物語の「第三の手記」で堀木と対義語ゲームという言葉遊びをしています。対義語ゲームとは「光」の反対は? 「闇」。「朝」の反対は「夜」というように対義語を当てていくゲームで『罪」の対義語は? というお題の時に葉蔵は「罰」であるかどうかを考えていました。堀木が2階から1階に下がると最愛の妻・ヨシ子が商人に犯されていたことを堀木に報されます。

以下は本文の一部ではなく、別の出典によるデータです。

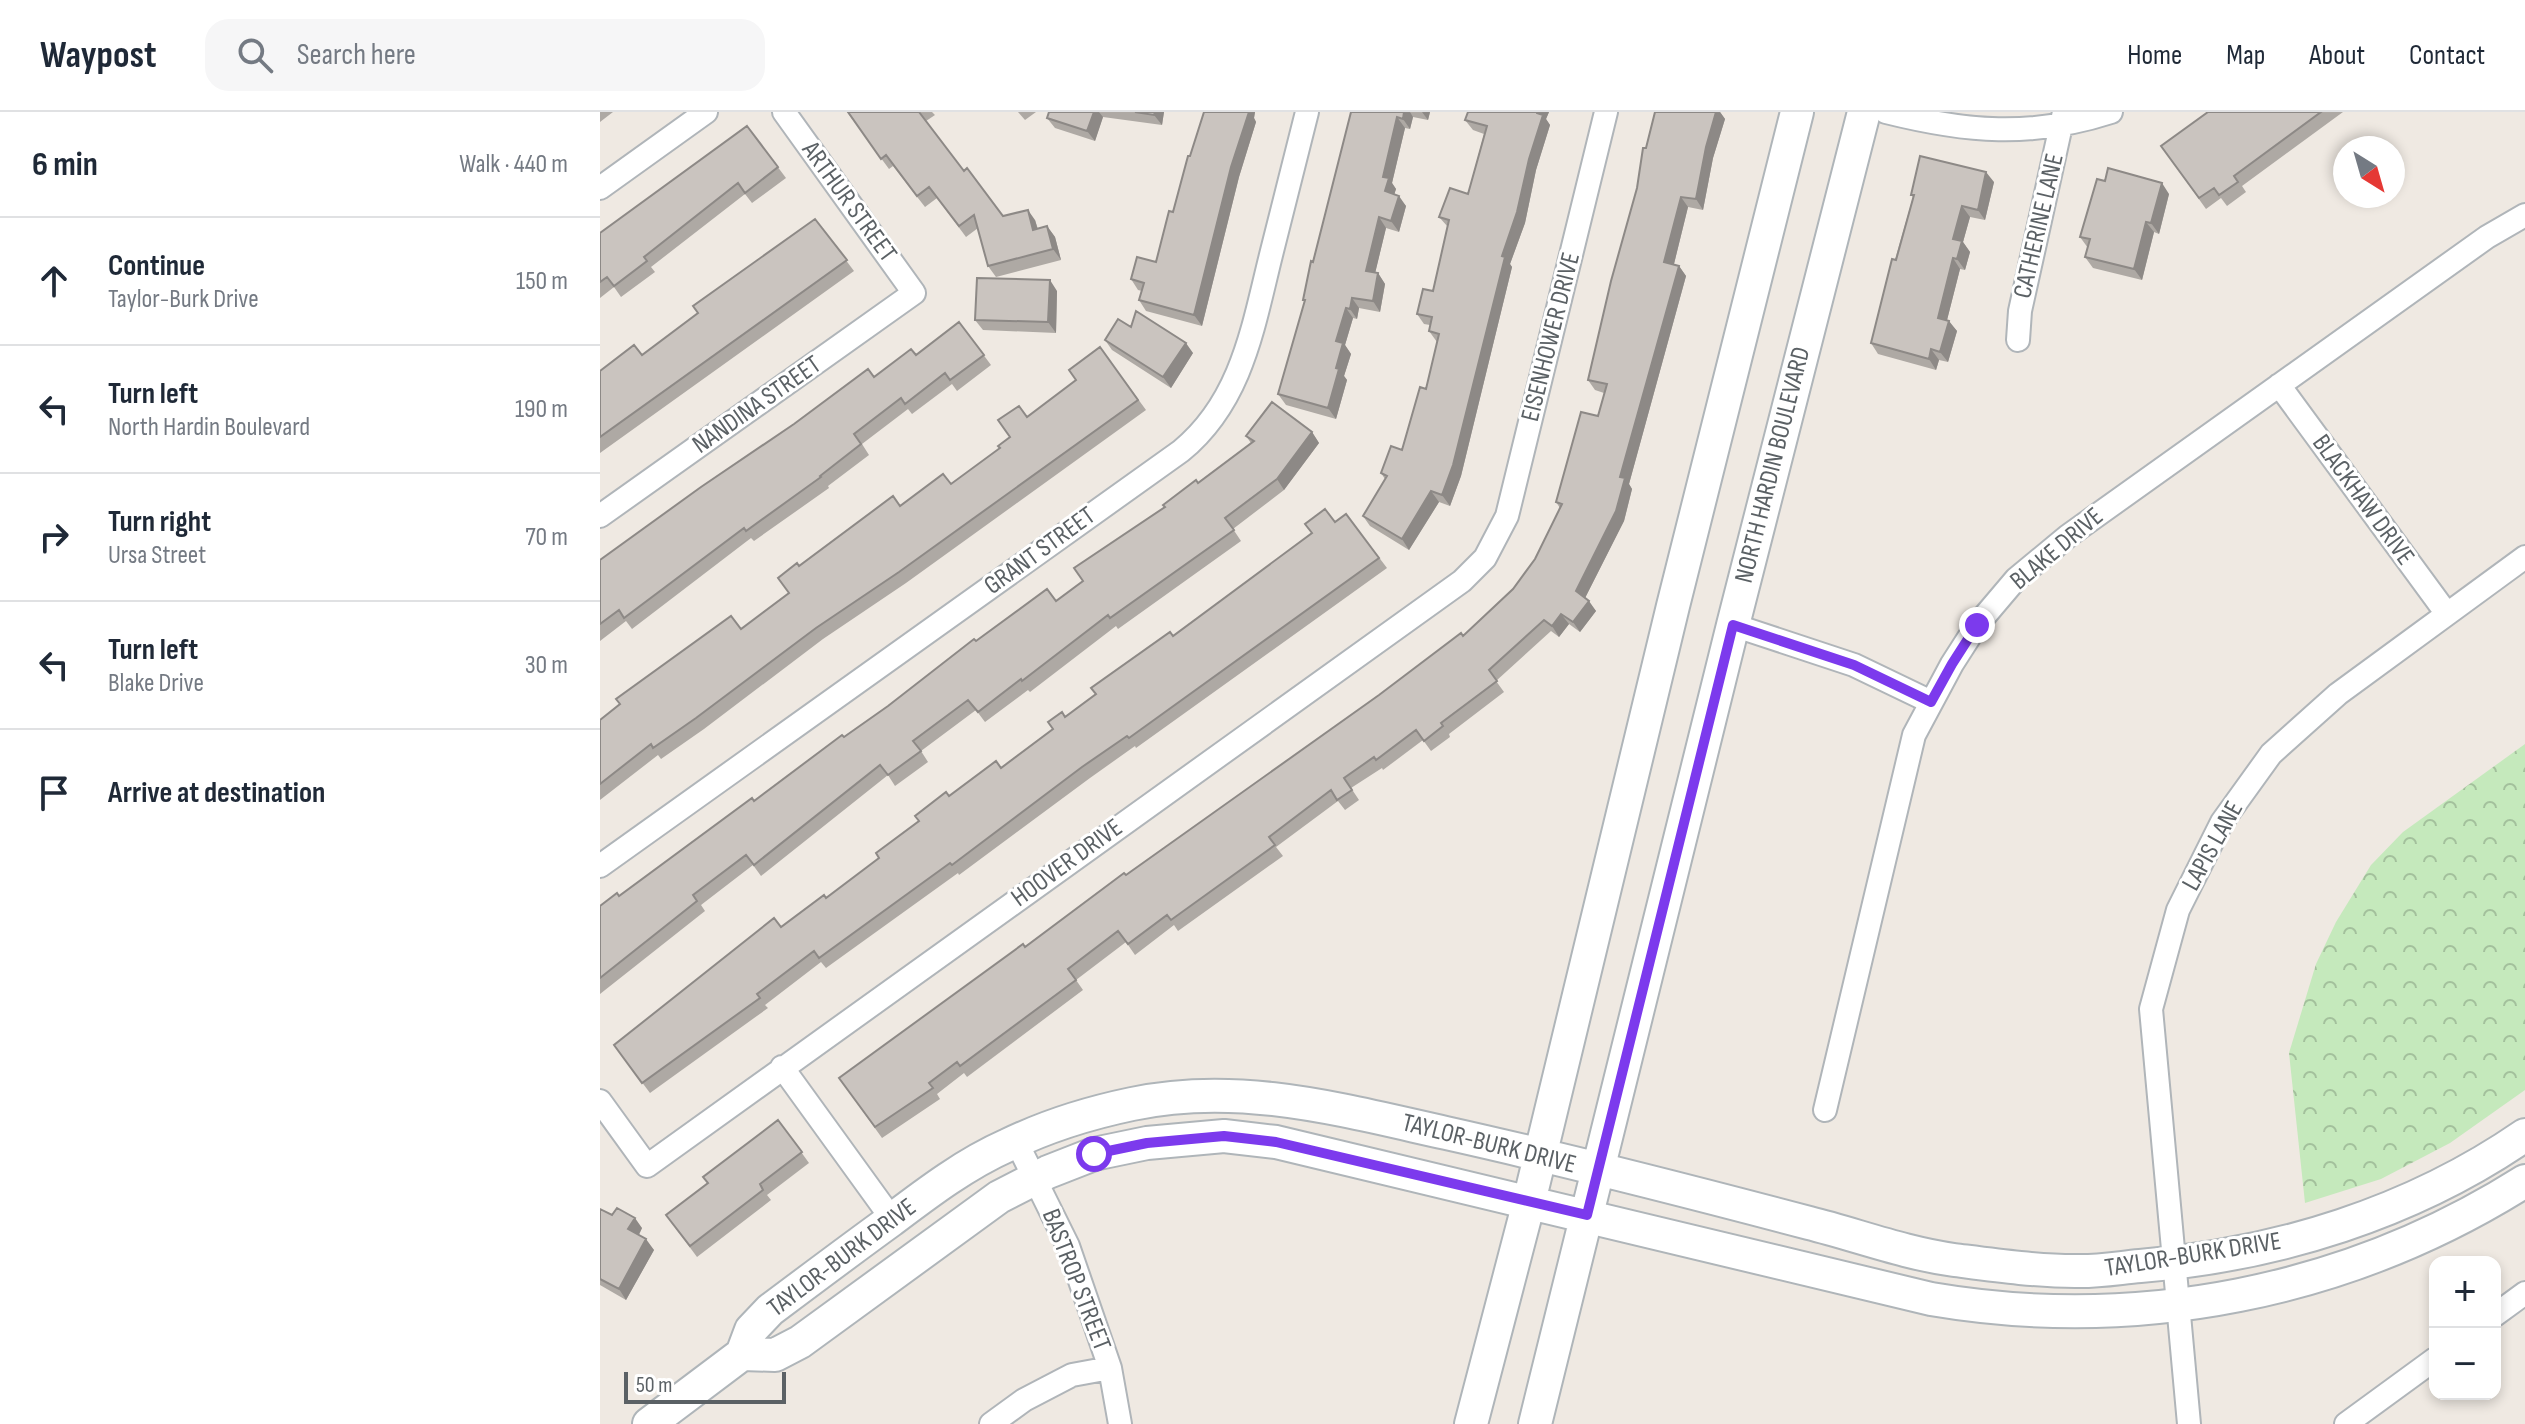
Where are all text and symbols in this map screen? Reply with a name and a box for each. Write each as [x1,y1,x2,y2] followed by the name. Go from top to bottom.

ようやく救われそうな時の描写だにゃ。葉蔵の人生は、まさに地獄。
左翼活動について
「人間失格」が脱稿された1年前に「斜陽」という小説が出版されました。この小説も強烈なのですが、視点が「かず子」という元華族(貴族)でこの家族が没落していく様が描かれています。この小説にも酒や女に堕落していく主人公・かず子の弟「直治」という無頼の青年が登場するのですが、この男の手紙にも左翼の集まりにやその思想に言及するシーンがまります。
キリスト教の「聖書」とは、太宰にとって救いの手掛かりではありましたが、左翼運動もどうやら自分を救うための手掛かりだったようです。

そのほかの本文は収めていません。